Bee honey products are displayed and on sale during the celebration of the first World Bee Day at the northern village of Zirovnica, Slovenia, on May 20, 2018. With waves of music and hails bursting out from a huge white meeting tent, a high-profile celebrating ceremony for the first ever World Bee Day was held in Slovenia on Sunday, signalling a further initiative by Slovenia to raise public awareness about the vital role of bees and other pollinators for humanity. (Xinhua/Wang Yaxiong)
ZIROVNICA, Slovenia, May 20 (Xinhua) -- With waves of music and hails bursting out from a huge white meeting tent, a high-profile celebrating ceremony for the first ever World Bee Day was held here in Slovenia on Sunday, signalling a further initiative by Slovenia to raise public awareness about the vital role of bees and other pollinators for humanity.
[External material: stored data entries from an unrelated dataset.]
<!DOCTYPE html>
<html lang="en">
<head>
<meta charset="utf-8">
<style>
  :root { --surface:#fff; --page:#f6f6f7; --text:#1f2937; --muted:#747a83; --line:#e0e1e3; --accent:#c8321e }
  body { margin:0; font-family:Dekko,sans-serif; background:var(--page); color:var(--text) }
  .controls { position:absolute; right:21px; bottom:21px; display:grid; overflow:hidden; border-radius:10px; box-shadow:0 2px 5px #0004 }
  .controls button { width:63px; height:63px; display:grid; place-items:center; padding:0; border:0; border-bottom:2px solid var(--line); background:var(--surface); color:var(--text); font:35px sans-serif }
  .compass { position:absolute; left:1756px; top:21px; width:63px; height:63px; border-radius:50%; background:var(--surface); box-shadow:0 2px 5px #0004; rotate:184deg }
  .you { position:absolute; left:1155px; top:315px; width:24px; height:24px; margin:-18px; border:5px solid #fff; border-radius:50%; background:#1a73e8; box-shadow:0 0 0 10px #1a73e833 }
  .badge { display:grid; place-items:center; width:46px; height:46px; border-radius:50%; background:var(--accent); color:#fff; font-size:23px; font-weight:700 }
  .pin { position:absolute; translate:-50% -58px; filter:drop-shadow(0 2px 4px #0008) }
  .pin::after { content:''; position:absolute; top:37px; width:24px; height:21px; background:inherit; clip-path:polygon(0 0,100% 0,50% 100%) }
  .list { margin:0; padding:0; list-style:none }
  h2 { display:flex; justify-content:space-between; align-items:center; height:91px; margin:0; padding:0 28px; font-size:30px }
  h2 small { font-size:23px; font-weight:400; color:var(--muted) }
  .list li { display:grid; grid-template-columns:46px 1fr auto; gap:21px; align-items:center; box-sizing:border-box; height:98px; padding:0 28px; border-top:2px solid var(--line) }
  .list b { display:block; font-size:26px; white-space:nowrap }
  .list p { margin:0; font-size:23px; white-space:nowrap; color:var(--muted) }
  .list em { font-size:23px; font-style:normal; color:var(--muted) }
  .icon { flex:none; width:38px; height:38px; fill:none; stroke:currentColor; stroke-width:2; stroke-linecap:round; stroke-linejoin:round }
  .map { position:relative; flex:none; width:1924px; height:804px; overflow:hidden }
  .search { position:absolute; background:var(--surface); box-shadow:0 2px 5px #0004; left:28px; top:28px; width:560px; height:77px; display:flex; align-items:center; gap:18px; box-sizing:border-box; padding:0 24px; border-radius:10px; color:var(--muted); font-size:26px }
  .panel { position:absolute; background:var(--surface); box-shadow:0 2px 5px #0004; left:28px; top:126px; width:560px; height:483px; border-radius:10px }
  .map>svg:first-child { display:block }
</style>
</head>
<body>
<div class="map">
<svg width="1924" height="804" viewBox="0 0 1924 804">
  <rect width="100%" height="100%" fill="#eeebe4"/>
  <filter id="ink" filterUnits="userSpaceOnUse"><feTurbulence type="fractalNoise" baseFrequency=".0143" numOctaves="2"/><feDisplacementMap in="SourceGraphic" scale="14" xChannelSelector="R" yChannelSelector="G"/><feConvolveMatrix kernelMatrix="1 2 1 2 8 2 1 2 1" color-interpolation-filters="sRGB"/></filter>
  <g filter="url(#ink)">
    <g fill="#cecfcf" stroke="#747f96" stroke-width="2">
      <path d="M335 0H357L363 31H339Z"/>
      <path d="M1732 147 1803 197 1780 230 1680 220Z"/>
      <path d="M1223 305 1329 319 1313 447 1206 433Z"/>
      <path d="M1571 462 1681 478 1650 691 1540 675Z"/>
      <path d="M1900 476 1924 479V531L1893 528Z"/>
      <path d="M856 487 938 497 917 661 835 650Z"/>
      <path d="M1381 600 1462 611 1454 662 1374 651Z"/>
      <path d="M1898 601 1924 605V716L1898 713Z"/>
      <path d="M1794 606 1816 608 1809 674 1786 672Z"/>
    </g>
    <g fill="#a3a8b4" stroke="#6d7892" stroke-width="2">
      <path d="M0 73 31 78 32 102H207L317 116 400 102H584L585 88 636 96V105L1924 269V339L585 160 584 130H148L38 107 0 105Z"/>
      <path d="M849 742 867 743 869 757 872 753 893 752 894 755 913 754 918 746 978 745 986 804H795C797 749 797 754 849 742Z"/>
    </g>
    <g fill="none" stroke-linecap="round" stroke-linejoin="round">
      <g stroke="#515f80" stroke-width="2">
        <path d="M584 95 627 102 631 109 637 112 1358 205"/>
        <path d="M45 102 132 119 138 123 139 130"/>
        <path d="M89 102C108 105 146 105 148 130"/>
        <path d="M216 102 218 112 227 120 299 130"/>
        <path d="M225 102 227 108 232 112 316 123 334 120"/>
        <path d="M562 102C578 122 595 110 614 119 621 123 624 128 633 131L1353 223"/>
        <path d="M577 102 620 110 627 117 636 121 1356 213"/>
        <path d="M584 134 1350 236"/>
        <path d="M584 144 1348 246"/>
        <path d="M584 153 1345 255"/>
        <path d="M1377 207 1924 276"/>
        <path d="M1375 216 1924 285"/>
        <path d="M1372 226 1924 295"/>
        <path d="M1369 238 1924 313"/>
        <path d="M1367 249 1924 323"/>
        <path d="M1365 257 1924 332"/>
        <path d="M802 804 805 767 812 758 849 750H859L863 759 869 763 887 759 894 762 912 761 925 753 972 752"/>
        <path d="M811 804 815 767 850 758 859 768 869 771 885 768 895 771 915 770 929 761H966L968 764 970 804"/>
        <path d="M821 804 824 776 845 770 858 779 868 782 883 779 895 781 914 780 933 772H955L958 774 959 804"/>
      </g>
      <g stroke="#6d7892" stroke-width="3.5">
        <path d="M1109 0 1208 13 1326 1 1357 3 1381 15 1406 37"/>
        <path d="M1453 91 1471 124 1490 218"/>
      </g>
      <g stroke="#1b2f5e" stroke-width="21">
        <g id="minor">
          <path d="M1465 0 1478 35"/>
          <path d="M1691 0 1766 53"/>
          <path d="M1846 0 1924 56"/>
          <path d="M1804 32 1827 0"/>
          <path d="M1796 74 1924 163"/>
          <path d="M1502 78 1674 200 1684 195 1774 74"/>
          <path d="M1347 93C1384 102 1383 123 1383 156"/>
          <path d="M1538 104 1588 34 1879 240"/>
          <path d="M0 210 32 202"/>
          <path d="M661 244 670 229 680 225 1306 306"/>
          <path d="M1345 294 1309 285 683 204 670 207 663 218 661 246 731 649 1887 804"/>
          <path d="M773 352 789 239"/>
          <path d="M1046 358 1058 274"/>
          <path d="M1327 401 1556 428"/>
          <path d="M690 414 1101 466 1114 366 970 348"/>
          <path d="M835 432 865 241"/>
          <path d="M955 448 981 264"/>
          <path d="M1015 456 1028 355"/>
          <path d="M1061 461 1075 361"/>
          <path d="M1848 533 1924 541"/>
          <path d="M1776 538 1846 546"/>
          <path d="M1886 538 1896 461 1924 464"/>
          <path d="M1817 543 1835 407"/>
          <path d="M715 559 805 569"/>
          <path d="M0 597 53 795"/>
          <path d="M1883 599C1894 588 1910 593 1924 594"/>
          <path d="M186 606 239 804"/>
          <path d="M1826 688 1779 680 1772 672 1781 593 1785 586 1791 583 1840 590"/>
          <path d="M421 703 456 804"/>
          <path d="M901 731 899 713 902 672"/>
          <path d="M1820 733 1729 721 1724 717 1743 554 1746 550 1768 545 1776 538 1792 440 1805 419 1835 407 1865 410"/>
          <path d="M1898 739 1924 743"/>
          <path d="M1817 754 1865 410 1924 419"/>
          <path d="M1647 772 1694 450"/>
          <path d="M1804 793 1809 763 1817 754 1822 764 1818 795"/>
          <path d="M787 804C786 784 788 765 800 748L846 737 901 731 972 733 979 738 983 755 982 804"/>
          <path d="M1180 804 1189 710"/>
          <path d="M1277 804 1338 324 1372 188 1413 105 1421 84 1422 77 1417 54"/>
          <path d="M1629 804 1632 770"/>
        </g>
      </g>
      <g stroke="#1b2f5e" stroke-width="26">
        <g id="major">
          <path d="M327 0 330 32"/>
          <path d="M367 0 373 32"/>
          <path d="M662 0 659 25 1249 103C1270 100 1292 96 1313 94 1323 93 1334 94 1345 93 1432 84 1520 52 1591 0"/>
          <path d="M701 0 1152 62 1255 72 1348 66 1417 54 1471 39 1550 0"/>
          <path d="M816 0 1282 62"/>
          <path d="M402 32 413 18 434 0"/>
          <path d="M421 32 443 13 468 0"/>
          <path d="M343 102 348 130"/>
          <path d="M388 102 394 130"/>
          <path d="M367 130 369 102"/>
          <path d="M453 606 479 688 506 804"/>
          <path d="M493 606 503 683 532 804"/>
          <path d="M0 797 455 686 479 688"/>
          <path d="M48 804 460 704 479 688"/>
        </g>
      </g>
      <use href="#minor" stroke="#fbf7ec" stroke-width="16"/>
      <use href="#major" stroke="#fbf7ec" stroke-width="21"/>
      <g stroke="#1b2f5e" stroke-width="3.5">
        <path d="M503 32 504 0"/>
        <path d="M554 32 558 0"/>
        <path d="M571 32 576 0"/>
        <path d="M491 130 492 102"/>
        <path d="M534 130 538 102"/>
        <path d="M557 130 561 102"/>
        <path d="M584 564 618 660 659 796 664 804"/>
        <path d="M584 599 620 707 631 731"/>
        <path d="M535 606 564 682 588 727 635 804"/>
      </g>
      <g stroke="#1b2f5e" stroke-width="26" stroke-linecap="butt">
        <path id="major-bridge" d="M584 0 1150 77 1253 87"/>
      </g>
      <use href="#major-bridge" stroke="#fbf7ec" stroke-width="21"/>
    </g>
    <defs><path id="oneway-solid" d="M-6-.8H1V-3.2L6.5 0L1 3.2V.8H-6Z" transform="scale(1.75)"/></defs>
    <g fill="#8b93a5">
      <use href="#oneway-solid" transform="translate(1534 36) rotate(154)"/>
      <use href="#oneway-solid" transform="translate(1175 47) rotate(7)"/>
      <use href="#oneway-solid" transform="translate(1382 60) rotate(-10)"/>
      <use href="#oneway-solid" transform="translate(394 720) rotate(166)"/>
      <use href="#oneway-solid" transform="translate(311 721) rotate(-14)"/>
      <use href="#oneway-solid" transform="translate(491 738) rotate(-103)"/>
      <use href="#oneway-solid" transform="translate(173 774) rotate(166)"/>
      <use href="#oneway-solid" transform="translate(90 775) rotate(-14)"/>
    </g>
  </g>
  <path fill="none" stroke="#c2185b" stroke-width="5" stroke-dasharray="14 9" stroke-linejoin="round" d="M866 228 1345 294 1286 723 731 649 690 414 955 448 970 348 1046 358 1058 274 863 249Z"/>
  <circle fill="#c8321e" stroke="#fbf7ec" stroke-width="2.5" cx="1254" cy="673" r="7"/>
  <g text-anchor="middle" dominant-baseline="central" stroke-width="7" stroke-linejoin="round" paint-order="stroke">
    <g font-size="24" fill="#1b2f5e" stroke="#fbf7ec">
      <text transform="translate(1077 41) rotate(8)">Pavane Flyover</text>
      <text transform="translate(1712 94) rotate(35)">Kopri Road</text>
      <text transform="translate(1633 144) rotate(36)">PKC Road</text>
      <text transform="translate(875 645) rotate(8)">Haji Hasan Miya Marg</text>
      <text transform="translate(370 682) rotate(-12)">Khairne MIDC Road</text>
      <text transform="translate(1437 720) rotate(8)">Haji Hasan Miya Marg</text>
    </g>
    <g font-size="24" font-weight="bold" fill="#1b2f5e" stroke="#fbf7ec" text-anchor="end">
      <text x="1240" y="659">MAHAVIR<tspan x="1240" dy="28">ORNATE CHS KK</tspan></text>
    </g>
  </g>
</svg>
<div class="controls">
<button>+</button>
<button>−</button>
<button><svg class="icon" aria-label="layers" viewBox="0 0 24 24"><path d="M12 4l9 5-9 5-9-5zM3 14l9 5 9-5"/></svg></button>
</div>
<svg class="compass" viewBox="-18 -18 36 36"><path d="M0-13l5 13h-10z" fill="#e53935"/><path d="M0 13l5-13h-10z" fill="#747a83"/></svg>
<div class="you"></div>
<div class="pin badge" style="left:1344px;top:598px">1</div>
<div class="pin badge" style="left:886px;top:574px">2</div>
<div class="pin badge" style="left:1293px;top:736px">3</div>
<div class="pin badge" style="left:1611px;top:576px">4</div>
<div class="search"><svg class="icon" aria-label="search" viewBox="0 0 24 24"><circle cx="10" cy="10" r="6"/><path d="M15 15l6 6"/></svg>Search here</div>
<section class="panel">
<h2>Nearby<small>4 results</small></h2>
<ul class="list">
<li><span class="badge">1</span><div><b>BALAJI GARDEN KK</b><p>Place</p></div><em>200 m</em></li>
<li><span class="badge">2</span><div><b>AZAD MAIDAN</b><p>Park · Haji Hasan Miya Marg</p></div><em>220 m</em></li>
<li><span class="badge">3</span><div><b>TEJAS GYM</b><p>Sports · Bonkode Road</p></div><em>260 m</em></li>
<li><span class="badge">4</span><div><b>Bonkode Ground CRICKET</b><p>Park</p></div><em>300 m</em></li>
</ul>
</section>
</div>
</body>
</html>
Slovenia's northern Alpin village of Zirovnica was the home town of the 18th-century Slovenian beekeeping pioneer Anton Jansa, whose date of birth, May 20, was picked for World Bee Day.
Some 2,000 beekeepers across the country gathering at the ceremony were addressed by Slovenian President Borut Pahor as well as Food and Agriculture Organization (FAO) Director-General Jose Graziano da Silva, and Bostjan Noc, the head of the Slovenian Beekeepers' Association and the architect of the bid for World Bee Day.
Pahor described the world day as "the beginning of a long march" that should end in "humans coexisting with nature" and the world developing along a sustainable trajectory, according to the report by Slovenian Press Agency STA.
While the FAO chief Da Silva said World Be Day highlighted the fact that the world cannot continue to focus on increasing production and productivity based on the use of pesticides and chemicals that threaten pollinators.
The ceremony was followed by a meeting of Slovenian beekeepers from around 200 regional bee associations across the country. More than 80 stalls were selling bee products and handicrafts, and honey delicacies were available for tasting.
Da Silva, who took part in the world beekeeping conference on Friday and an international ministerial conference on Saturday, held separate meetings with Pahor and Prime Minister Miro Cerar on the topics mainly of bee and food of mankind.
Along with the Slovenian beekeeper participants, international and European representatives, bee experts, honey nutritionists and bee products producers attended the celebrating ceremony and visited the beekeeping pioneer Anton Jansa's birth place in the village as well as the relics of his beehives.
World Bee Day was declared by the UN General Assembly in December 2017, about three years after the idea was first floated in Slovenia.
The country is now trying to initiate another project to protect bees at the European Union (EU) and world level.